In the following material, identify every line holding the string "around" and return it.

........

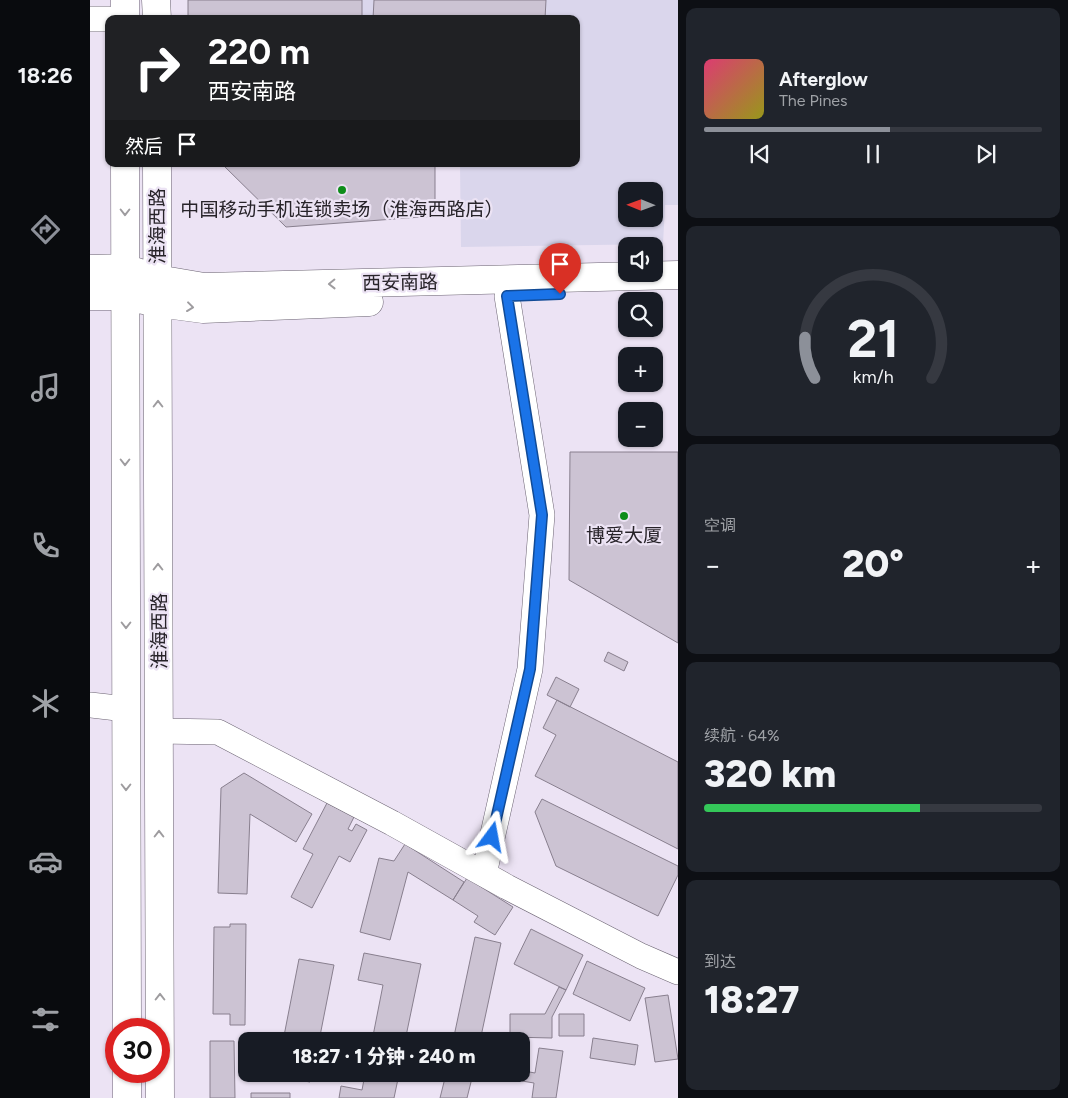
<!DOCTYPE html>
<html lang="zh">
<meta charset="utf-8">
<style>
body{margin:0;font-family:Figtree,"Noto Sans SC",sans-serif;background:#20242c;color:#f1f3f6;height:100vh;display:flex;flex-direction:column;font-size:19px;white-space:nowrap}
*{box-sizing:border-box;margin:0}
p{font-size:16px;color:#9ea1a6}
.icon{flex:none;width:28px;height:28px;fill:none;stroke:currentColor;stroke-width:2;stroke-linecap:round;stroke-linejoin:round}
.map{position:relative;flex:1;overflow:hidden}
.drawer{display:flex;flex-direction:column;gap:8px;padding:8px;background:#0d0f14;width:390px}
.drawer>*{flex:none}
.banner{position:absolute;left:15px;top:15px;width:475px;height:152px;border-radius:10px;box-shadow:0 1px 4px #0004;background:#202124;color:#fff;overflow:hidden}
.needle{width:32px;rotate:271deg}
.tools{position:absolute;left:528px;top:182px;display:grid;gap:10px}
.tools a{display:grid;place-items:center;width:45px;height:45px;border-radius:10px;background:#171b24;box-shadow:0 1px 4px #0004;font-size:25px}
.speed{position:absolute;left:15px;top:1018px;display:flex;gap:10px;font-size:25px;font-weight:700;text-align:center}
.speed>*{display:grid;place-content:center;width:65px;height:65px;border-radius:50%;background:#171b24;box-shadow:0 1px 4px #0004;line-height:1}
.speed .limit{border:8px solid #d22;background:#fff;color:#111}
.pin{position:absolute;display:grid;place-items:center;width:42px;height:42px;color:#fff;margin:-51px -21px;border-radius:50% 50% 50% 0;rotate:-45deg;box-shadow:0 0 5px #0007}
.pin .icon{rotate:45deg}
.me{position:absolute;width:55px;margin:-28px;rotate:13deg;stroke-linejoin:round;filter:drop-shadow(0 0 4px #0008)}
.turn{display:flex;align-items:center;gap:18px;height:105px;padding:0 20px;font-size:22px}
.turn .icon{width:65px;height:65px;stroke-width:2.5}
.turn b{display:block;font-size:35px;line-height:42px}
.then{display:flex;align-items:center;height:48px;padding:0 20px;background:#0003;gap:10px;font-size:19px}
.big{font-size:38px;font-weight:800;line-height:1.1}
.drawer .tile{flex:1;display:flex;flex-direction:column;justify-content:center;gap:8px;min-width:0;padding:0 18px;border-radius:10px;background:#20242c}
.drawer .dial{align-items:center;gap:0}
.dial svg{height:130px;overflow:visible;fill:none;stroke:#363941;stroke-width:7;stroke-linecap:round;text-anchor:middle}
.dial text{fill:#f1f3f6;stroke:none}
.song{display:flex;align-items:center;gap:15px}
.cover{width:60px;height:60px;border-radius:8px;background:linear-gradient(135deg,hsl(340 70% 55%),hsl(60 70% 35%))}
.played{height:5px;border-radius:2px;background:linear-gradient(90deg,#8c9099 55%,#363941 55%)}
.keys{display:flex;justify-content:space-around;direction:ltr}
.heat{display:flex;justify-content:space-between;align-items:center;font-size:28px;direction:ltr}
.charge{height:8px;border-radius:4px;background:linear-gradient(90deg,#34c759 64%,#363941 0)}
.trip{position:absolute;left:148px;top:1032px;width:292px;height:50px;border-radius:10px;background:#171b24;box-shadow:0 1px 4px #0004;font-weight:800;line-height:50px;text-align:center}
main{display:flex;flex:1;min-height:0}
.menu{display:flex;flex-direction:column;width:90px;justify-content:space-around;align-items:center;background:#090b0e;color:#9ea1a6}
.menu .icon{width:35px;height:35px}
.menu .active{color:#8c9099}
.menu b{font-size:22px;color:#f1f3f6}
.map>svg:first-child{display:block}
.medical{fill:#dad6ec;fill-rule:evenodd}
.building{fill:#ccc3d3;stroke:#887f8e}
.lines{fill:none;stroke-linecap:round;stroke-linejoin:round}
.minor-casing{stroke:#6b6372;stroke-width:26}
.major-casing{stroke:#6b6372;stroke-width:29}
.minor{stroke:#fff;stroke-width:25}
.major{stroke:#fff;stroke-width:28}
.oneway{stroke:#9e9c9f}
.route-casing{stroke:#114b97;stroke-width:12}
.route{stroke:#1a73e8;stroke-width:9}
.poi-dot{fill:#0e8d1a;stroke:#ece3f4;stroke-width:2}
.labels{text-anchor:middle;stroke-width:4.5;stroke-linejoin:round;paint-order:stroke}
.poi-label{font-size:19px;fill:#272329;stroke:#ece3f4}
.street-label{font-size:19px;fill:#272329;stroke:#ece3f4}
</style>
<main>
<nav class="menu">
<b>18:26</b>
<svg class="icon active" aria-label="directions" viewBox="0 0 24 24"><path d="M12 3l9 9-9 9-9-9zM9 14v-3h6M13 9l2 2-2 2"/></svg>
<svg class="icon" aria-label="music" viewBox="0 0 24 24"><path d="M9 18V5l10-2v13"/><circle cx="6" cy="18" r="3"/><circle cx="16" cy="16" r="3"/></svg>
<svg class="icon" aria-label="phone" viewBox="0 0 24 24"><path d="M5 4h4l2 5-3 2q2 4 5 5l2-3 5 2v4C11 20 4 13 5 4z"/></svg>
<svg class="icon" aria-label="climate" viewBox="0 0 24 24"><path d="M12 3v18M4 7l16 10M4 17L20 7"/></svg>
<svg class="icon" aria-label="car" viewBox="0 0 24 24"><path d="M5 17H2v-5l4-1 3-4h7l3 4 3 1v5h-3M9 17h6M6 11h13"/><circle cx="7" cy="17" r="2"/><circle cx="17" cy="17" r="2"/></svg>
<svg class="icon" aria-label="filters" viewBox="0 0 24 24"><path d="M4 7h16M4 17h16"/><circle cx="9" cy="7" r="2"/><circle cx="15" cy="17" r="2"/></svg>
</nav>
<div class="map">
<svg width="588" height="1098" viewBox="0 0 588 1098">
<rect width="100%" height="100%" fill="#ece3f4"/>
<path class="medical" d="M272,0H588V205H575L573,244L371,247L370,164H486V19H272ZM536,191H564V219H536Z"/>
<path class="building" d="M98,0H272V19H98Z
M284,0H456L455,19H283Z
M132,164H345V216L196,227Z
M480,452H588V643L479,580Z
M518,652L538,662L534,671L514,661Z
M466,677L489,689L480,707L457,695Z
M467,700L588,762V849L445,776L466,735L453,728Z
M154,773L222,814L206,842L160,814L157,894L128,893L131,788Z
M452,799L588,866V875L568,916L466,866L445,812Z
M237,803L264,817L258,829L262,831L266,824L277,830L260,862L249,856L222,908L201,897L223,854L213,849Z
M315,844L374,882L363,900L318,872L300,940L270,932L289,858L304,861Z
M377,878L423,907L405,935L384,922L388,916L363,900Z
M140,924H156L155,1025H140V1014H123L124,927H140Z
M441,929L493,955L476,990L424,964Z
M385,937L411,943L390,1041H363Z
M274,953L331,964L315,1041H282L293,985L268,980Z
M209,959L244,965L229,1041H193Z
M497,961L555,988L540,1021L483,994Z
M469,987L476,990L462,1017V1038L420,1037V1014H455Z
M578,995L588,1059L565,1062L555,998Z
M469,1014H494V1036H469Z
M503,1038L548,1045L545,1065L500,1058Z
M120,1041H144L145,1098H120Z
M449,1048L473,1051L466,1098H442L444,1083L432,1081L434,1071L445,1073Z
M186,1074H222L220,1082L186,1076Z
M275,1074H309L304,1098H249L251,1086L272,1090Z
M356,1074H383L377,1098H350Z
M161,1093H200V1098H161Z"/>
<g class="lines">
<g class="minor-casing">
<path id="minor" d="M0,19H19
M0,705L36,709
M69,731L128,732L302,823L417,887L551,956L588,972
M394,874L440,669L452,515L417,296"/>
</g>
<g class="major-casing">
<path id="major" d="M35,0V19
M66,0L67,19
M35,164L37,1029
M67,164L70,1098
M0,269L35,268L67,279L114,287L588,275
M0,296H35L68,303L113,309L279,302
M37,1071V1098"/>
</g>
<use href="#minor" class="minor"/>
<use href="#major" class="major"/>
</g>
<defs><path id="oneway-chevron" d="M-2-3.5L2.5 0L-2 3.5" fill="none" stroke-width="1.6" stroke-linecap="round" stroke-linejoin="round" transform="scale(1.25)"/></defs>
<g class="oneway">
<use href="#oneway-chevron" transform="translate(35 212) rotate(90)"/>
<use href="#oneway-chevron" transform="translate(242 284) rotate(179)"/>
<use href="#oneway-chevron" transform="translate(100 307) rotate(7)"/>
<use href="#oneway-chevron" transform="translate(68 404) rotate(-90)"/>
<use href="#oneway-chevron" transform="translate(35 462) rotate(90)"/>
<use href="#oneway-chevron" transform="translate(68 567) rotate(-90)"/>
<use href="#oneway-chevron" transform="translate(36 625) rotate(90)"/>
<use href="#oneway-chevron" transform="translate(36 787) rotate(90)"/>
<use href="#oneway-chevron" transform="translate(69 834) rotate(-90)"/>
<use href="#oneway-chevron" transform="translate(70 997) rotate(-90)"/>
</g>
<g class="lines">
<g class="route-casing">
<path id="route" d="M402,837L440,669L452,515L417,296L470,294"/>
</g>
<use href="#route" class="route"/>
</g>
<g class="poi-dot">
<circle cx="252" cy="190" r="5"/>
<circle cx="534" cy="516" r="5"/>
</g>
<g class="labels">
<g class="poi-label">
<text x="252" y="216">中国移动手机连锁卖场（淮海西路店）</text>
<text x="534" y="542">博爱大厦</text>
</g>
<g class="street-label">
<text transform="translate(67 226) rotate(-90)" y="7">淮海西路</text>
<text transform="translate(310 282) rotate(-1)" y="7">西安南路</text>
<text transform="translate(69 631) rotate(-90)" y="7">淮海西路</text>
</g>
</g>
</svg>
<div class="tools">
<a><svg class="needle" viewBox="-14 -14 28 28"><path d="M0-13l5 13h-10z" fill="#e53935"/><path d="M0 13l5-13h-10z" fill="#9ea1a6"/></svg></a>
<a><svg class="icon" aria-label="sound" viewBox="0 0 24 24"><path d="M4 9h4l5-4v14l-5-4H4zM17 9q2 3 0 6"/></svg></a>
<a><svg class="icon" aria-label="search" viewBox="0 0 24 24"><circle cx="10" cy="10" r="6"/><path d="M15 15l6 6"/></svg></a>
<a>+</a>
<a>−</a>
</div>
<div class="speed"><div class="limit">30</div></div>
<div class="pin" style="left:470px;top:294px;background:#d93025"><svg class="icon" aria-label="arrive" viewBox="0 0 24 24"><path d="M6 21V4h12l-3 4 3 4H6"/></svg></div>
<svg class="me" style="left:402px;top:837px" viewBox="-20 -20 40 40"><path d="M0-17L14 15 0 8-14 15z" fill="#1a73e8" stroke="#fff" stroke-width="4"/></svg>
<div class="trip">18:27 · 1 分钟 · 240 m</div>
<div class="banner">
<div class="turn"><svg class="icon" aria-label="right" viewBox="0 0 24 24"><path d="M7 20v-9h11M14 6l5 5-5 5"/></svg><div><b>220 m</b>西安南路</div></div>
<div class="then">然后<svg class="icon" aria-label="arrive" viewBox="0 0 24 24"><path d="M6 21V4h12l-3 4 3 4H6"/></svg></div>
</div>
</div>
<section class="drawer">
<div class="tile">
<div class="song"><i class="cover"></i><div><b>Afterglow</b><p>The Pines</p></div></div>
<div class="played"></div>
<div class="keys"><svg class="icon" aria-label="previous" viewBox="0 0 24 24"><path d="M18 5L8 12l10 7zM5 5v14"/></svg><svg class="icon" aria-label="pause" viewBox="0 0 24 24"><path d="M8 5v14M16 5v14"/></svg><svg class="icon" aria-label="next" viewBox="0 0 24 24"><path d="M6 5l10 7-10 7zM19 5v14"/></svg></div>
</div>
<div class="tile dial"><svg viewBox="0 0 100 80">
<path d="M14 69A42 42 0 1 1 86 69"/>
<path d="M14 69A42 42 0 0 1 8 44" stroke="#8c9099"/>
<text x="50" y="56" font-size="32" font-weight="700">21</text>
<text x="50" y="72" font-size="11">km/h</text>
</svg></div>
<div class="tile"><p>空调</p>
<div class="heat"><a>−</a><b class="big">20°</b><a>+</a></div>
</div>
<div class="tile"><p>续航 · 64%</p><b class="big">320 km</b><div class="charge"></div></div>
<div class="tile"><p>到达</p><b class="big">18:27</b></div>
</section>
</main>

........

Reply:
.keys{display:flex;justify-content:space-around;direction:ltr}
.menu{display:flex;flex-direction:column;width:90px;justify-content:space-around;align-items:center;background:#090b0e;color:#9ea1a6}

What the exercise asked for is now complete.